Stored items:
|---|
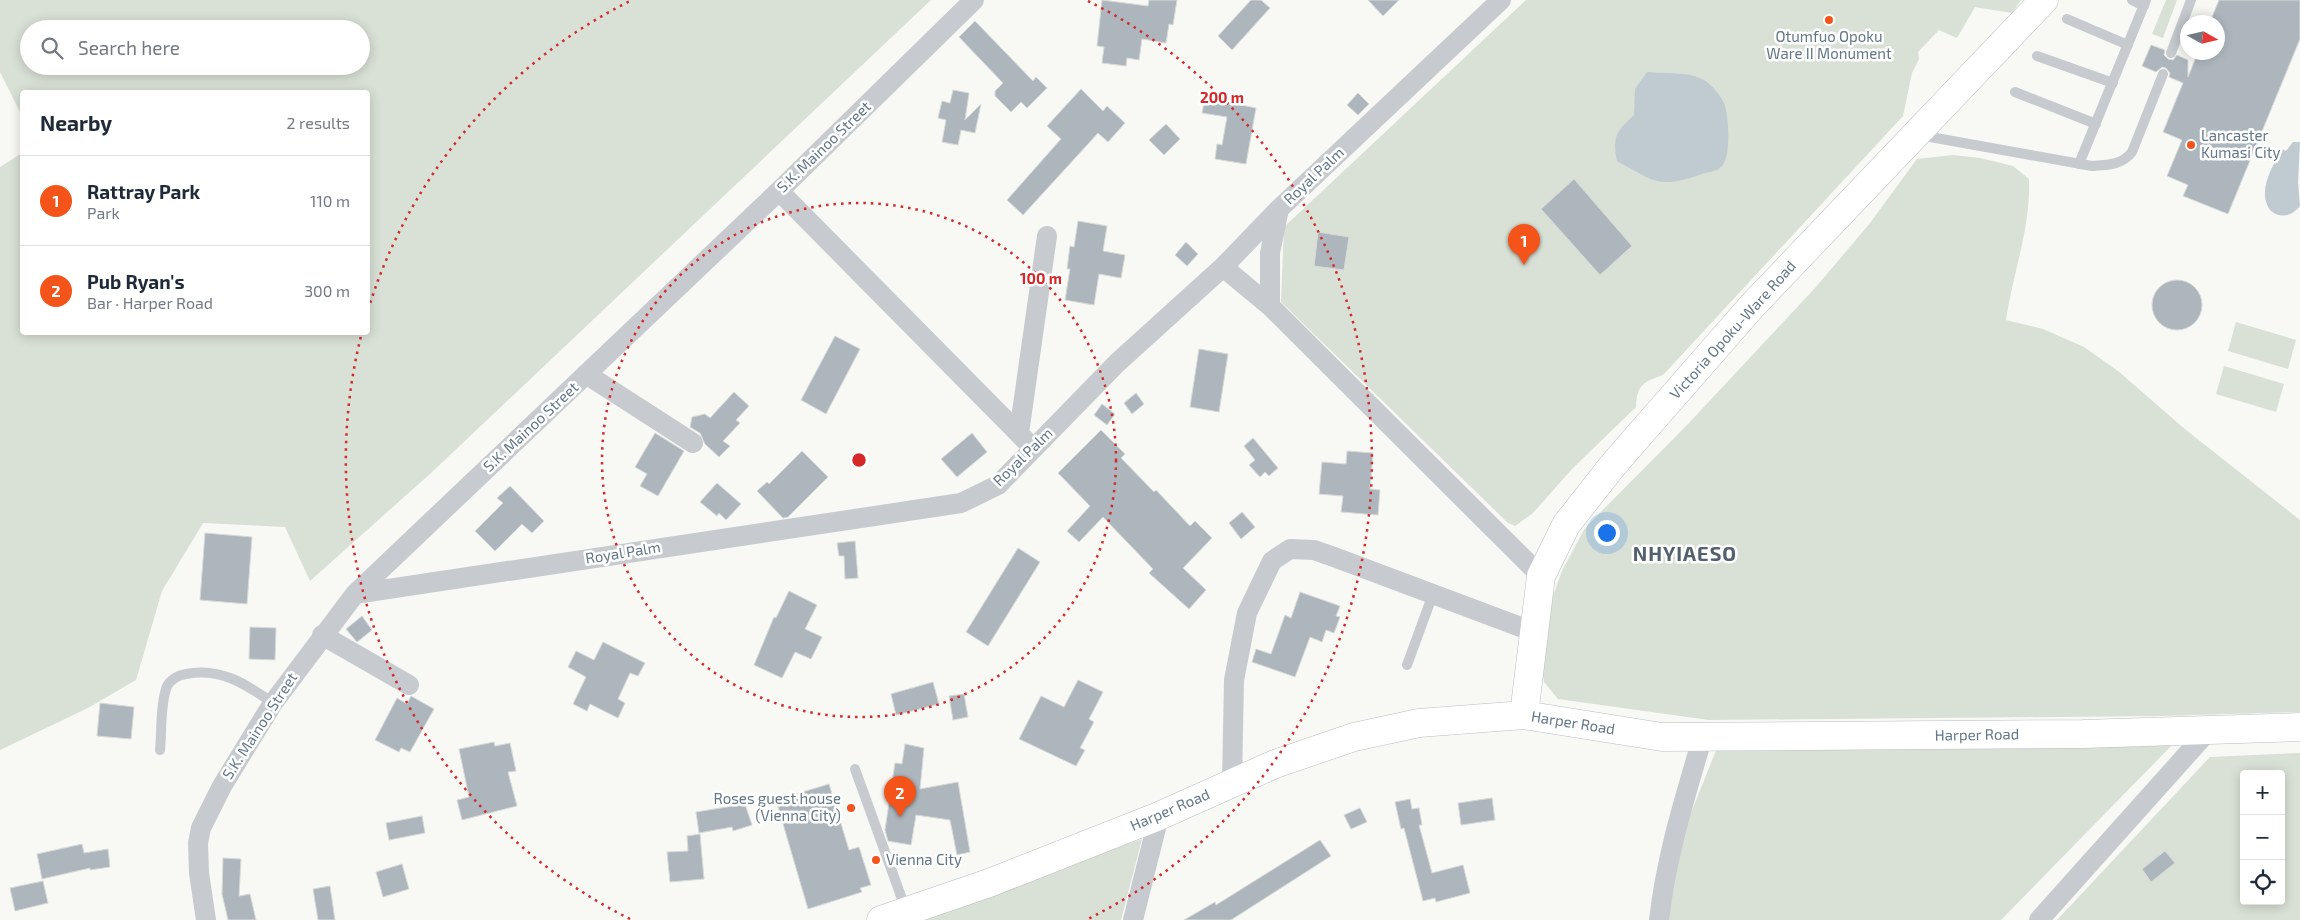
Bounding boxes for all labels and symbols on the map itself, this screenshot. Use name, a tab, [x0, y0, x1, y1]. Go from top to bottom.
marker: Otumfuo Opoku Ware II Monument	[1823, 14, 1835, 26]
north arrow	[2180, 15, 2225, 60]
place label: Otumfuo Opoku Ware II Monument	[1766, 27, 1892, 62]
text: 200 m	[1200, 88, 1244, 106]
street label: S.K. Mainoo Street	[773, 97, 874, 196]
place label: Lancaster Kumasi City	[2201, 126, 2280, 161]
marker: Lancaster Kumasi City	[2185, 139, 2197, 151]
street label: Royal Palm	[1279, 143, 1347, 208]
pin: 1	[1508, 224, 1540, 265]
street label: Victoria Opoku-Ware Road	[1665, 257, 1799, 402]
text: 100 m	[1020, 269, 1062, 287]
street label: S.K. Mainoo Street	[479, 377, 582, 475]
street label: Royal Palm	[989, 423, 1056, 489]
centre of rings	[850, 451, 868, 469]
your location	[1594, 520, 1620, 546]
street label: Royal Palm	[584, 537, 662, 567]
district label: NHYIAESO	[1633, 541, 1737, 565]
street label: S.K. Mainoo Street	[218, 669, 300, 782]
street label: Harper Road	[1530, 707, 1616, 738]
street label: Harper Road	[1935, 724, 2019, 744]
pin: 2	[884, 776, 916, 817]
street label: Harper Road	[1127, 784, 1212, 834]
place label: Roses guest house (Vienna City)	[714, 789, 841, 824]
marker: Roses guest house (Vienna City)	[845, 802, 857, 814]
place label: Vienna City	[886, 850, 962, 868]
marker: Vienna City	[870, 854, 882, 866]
|---|
(Work to be completed) The expected answer is each line of the records above that includes the string "Harper".

(Answer to this problem)
street label: Harper Road	[1530, 707, 1616, 738]
street label: Harper Road	[1935, 724, 2019, 744]
street label: Harper Road	[1127, 784, 1212, 834]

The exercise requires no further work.